A more important requirement has been to establish a "symmetry" between the contras and the Salvadoran guerrillas. This "symmetry" was crucial for U.S. government propaganda, hence a media staple. It is readily established by ignoring the scale and character of U.S. aid to the contras and direct involvement in their terror, and by the insistent claim that although rebels in El Salvador deny receiving support from Nicaragua, "ample evidence shows it exists, and it is questionable how long they could survive without it," as James LeMoyne reported after the Central American peace accords were signed in August 1987.[6] LeMoyne presented no evidence, then or ever, to support this claim. He has yet to comment on the failure of the U.S. government, which is not entirely lacking in facilities, to provide any credible evidence since early 1981 -- and little enough then -- as was noted by the World Court, which reviewed the public materials produced by the U.S. government to establish its case, dismissing them as lacking substantive basis.[7] The claim is a propaganda necessity; therefore it is true.
[1] Addendum to p. 80.
[2] AP, NYT, Jan. 5; Stephen Kinzer, NYT, Jan. 6; AP, BG, Jan. 8; editorial, NYT, Jan. 8; Bernard Weinraub, NYT, Jan. 15; Abrams, Op-Ed, NYT, Jan. 15; David Shipler, NYT, Feb. 26, 1986.

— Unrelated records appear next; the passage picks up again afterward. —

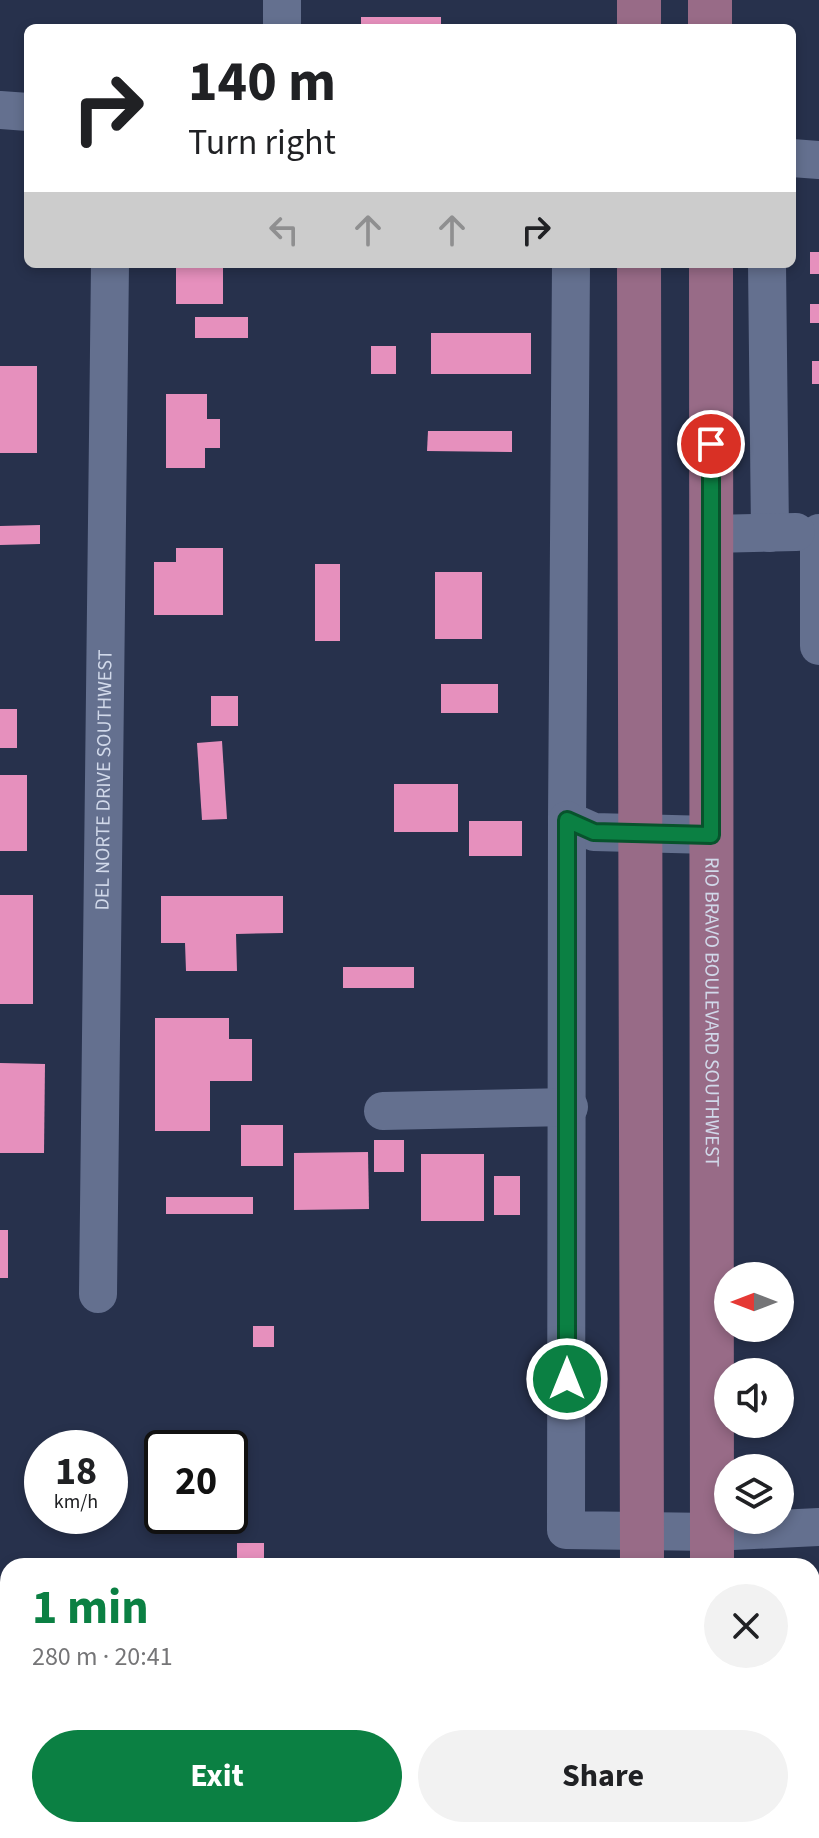 <!DOCTYPE html>
<meta charset="utf-8">
<style>
body{margin:0;font-family:"Source Sans 3",sans-serif;background:#f2f2f2;color:#202124;height:100vh;display:flex;flex-direction:column;font-size:30px;white-space:nowrap}
*{box-sizing:border-box;margin:0}
p{font-size:26px;color:#757577}
.icon{flex:none;width:44px;height:44px;fill:none;stroke:currentColor;stroke-width:2;stroke-linecap:round;stroke-linejoin:round}
.map{position:relative;flex:1;overflow:hidden}
.sheet{position:absolute;left:0px;top:1558px;width:820px;height:280px;display:flex;flex-direction:column;background:#fff;border-radius:24px 24px 0 0;box-shadow:0 4px 12px #0003}
.sheet>*{flex:none}
.banner{position:absolute;left:24px;top:24px;width:772px;height:244px;border-radius:12px;box-shadow:0 4px 12px #0003;background:#fff;color:#202124;overflow:hidden}
.needle{width:52px;rotate:270deg}
.controls{position:absolute;left:714px;top:1262px;display:grid;gap:16px}
.controls a{display:grid;place-items:center;width:80px;height:80px;border-radius:50%;background:#fff;box-shadow:0 4px 12px #0003;font-size:40px}
.speed{position:absolute;left:24px;top:1430px;display:flex;gap:16px;font-size:40px;font-weight:700;text-align:center}
.speed>*{display:grid;place-content:center;width:104px;height:104px;border-radius:50%;background:#fff;box-shadow:0 4px 12px #0003;line-height:1}
.speed small{font-size:20px;font-weight:400}
.speed .limit{border:4px solid #111;border-radius:12px;background:#fff;color:#111}
.pin{position:absolute;display:grid;place-items:center;width:68px;height:68px;color:#fff;margin:-34px;border:4px solid #fff;border-radius:50%;box-shadow:0 2px 8px #0007}
.me{position:absolute;width:88px;margin:-44px;rotate:0deg;stroke-linejoin:round;filter:drop-shadow(0 0 6px #0008)}
.turn{display:flex;align-items:center;gap:28px;height:168px;padding:0 32px;font-size:36px}
.turn .icon{width:104px;height:104px;stroke-width:2.5}
.turn b{display:block;font-size:56px;line-height:68px}
.lanes{display:flex;align-items:center;height:76px;padding:0 32px;background:#0003;justify-content:center;gap:40px;direction:ltr}
.lanes .off{opacity:.35}
.round{display:grid;place-items:center;flex:none;width:84px;height:84px;border-radius:42px;background:#f2f2f2}
.summary{display:flex;align-items:center;justify-content:space-between;height:136px;padding:0 32px}
h1{font-size:48px;font-weight:700;line-height:60px;color:#0b8043}
.cta{display:flex;gap:16px;margin-top:auto;padding:16px 32px}
.cta a{flex:1;height:92px;border-radius:48px;background:#0b8043;color:#fff;font-size:32px;font-weight:700;line-height:92px;text-align:center}
.cta a+a{background:#f2f2f2;color:#202124}
.map>svg:first-child{display:block}
</style>
<div class="map">
<svg width="819" height="1838" viewBox="0 0 819 1838">
<rect width="100%" height="100%" fill="#27314c"/>
<g fill="#e690bd">
<rect x="361" y="17" width="80" height="11"/>
<rect x="810" y="252" width="9" height="22"/>
<rect x="176" y="264" width="47" height="40"/>
<rect x="810" y="304" width="9" height="19"/>
<rect x="195" y="317" width="53" height="21"/>
<rect x="431" y="333" width="100" height="41"/>
<rect x="371" y="346" width="25" height="28"/>
<rect x="812" y="361" width="7" height="23"/>
<rect x="0" y="366" width="37" height="87"/>
<polygon points="166,394 207,394 207,419 220,419 220,448 205,448 205,468 166,468"/>
<polygon points="428,431 512,431 512,452 427,451"/>
<polygon points="40,525 40,544 0,545 0,526"/>
<polygon points="176,548 223,548 223,615 154,615 154,562 176,562"/>
<rect x="315" y="564" width="25" height="77"/>
<rect x="435" y="572" width="47" height="67"/>
<rect x="441" y="684" width="57" height="29"/>
<rect x="211" y="696" width="27" height="30"/>
<rect x="0" y="709" width="17" height="39"/>
<polygon points="222,741 227,819 202,820 197,743"/>
<rect x="0" y="775" width="27" height="76"/>
<rect x="394" y="784" width="64" height="48"/>
<rect x="469" y="821" width="53" height="35"/>
<rect x="0" y="895" width="33" height="109"/>
<polygon points="161,896 283,896 283,933 236,934 237,971 186,971 185,943 161,943"/>
<rect x="343" y="967" width="71" height="21"/>
<polygon points="155,1018 229,1018 229,1039 252,1039 252,1081 210,1081 210,1131 155,1131"/>
<polygon points="0,1063 45,1064 44,1153 0,1153"/>
<rect x="241" y="1125" width="42" height="41"/>
<rect x="374" y="1140" width="30" height="32"/>
<polygon points="368,1152 369,1209 294,1210 294,1153"/>
<rect x="421" y="1154" width="63" height="67"/>
<rect x="494" y="1176" width="26" height="39"/>
<rect x="166" y="1197" width="87" height="17"/>
<rect x="0" y="1230" width="8" height="48"/>
<rect x="253" y="1326" width="21" height="21"/>
<rect x="237" y="1543" width="27" height="23"/>
<rect x="0" y="1634" width="8" height="44"/>
</g>
<g fill="none" stroke-linecap="round" stroke-linejoin="round">
<g stroke="#64708f" stroke-width="38">
<polyline points="282,0 282,28"/>
<polyline points="0,110 28,112"/>
<polyline points="792,158 819,160"/>
<polyline points="571,264 567,820 594,832 711,835"/>
<polyline points="767,264 770,533"/>
<polyline points="819,533 819,646"/>
<polyline points="711,534 796,532"/>
<polyline points="567,820 566,1530 713,1532 819,1527"/>
<polyline points="383,1111 569,1107"/>
<path id="s1" d="M98,1294L110,264"/>
</g>
<g stroke="#986b87" stroke-width="44">
<polyline points="710,0 710,28"/>
<polyline points="639,28 639,0"/>
<polyline points="639,264 642,1566"/>
<path id="s2" d="M711,264L712,1566"/>
<polyline points="637,1838 637,1830"/>
<polyline points="706,1838 706,1830"/>
</g>
</g>
<g fill="none" stroke-linecap="round" stroke-linejoin="round">
<defs>
<polyline id="route" points="567,1379 567,820 594,832 711,835 711,444"/>
</defs>
<use href="#route" stroke="#07532c" stroke-width="20"/>
<use href="#route" stroke="#0b8043" stroke-width="14"/>
</g>
<g text-anchor="middle" dominant-baseline="central" stroke-width="8" stroke-linejoin="round" paint-order="stroke">
<g font-size="20" fill="#d1d9ea" stroke="#27314c">
<text stroke="none"><textPath href="#s1" startOffset="514">DEL NORTE DRIVE SOUTHWEST</textPath></text>
<text stroke="none"><textPath href="#s2" startOffset="748">RIO BRAVO BOULEVARD SOUTHWEST</textPath></text>
</g>
</g>
</svg>
<div class="controls">
<a><svg class="needle" viewBox="-14 -14 28 28"><path d="M0-13l5 13h-10z" fill="#e53935"/><path d="M0 13l5-13h-10z" fill="#757577"/></svg></a>
<a><svg class="icon" aria-label="sound" viewBox="0 0 24 24"><path d="M4 9h4l5-4v14l-5-4H4zM17 9q2 3 0 6"/></svg></a>
<a><svg class="icon" aria-label="layers" viewBox="0 0 24 24"><path d="M12 4l9 5-9 5-9-5zM3 14l9 5 9-5"/></svg></a>
</div>
<div class="speed"><div>18<small>km/h</small></div><div class="limit">20</div></div>
<div class="pin" style="left:711px;top:444px;background:#d93025"><svg class="icon" aria-label="arrive" viewBox="0 0 24 24"><path d="M6 21V4h12l-3 4 3 4H6"/></svg></div>
<svg class="me" style="left:567px;top:1379px" viewBox="-20 -20 40 40"><circle r="17" fill="#0b8043" stroke="#fff" stroke-width="3"/><path d="M0-11L8 9 0 5-8 9z" fill="#fff"/></svg>
<div class="banner">
<div class="turn"><svg class="icon" aria-label="right" viewBox="0 0 24 24"><path d="M7 20v-9h11M14 6l5 5-5 5"/></svg><div><b>140 m</b>Turn right</div></div>
<div class="lanes"><svg class="icon off" aria-label="left" viewBox="0 0 24 24"><path d="M17 20v-9H6M10 6l-5 5 5 5"/></svg><svg class="icon off" aria-label="ahead" viewBox="0 0 24 24"><path d="M12 20V5M6 11l6-6 6 6"/></svg><svg class="icon off" aria-label="ahead" viewBox="0 0 24 24"><path d="M12 20V5M6 11l6-6 6 6"/></svg><svg class="icon" aria-label="right" viewBox="0 0 24 24"><path d="M7 20v-9h11M14 6l5 5-5 5"/></svg></div>
</div>
<section class="sheet">
<div class="summary"><div><h1>1 min</h1><p>280 m · 20:41</p></div><a class="round"><svg class="icon" aria-label="close" viewBox="0 0 24 24"><path d="M6 6l12 12M18 6L6 18"/></svg></a></div>
<div class="cta"><a>Exit</a><a>Share</a></div>
</section>
</div>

[3] Beecher, "Pressuring Nicaragua," Jan. 17, 1986.
[4] Hamilton, ms., 1987.
[5] For extensive documentation on how charges known to be false are maintained for propaganda purposes, and the interesting reaction to the exposure of these facts, see references cited in appendix I, section 1.
[6] NYT, Aug. 13, 1987.
[7] For a detailed review of the major State Department allegations, see Morley and Petras, The Reagan Administration and Nicaragua.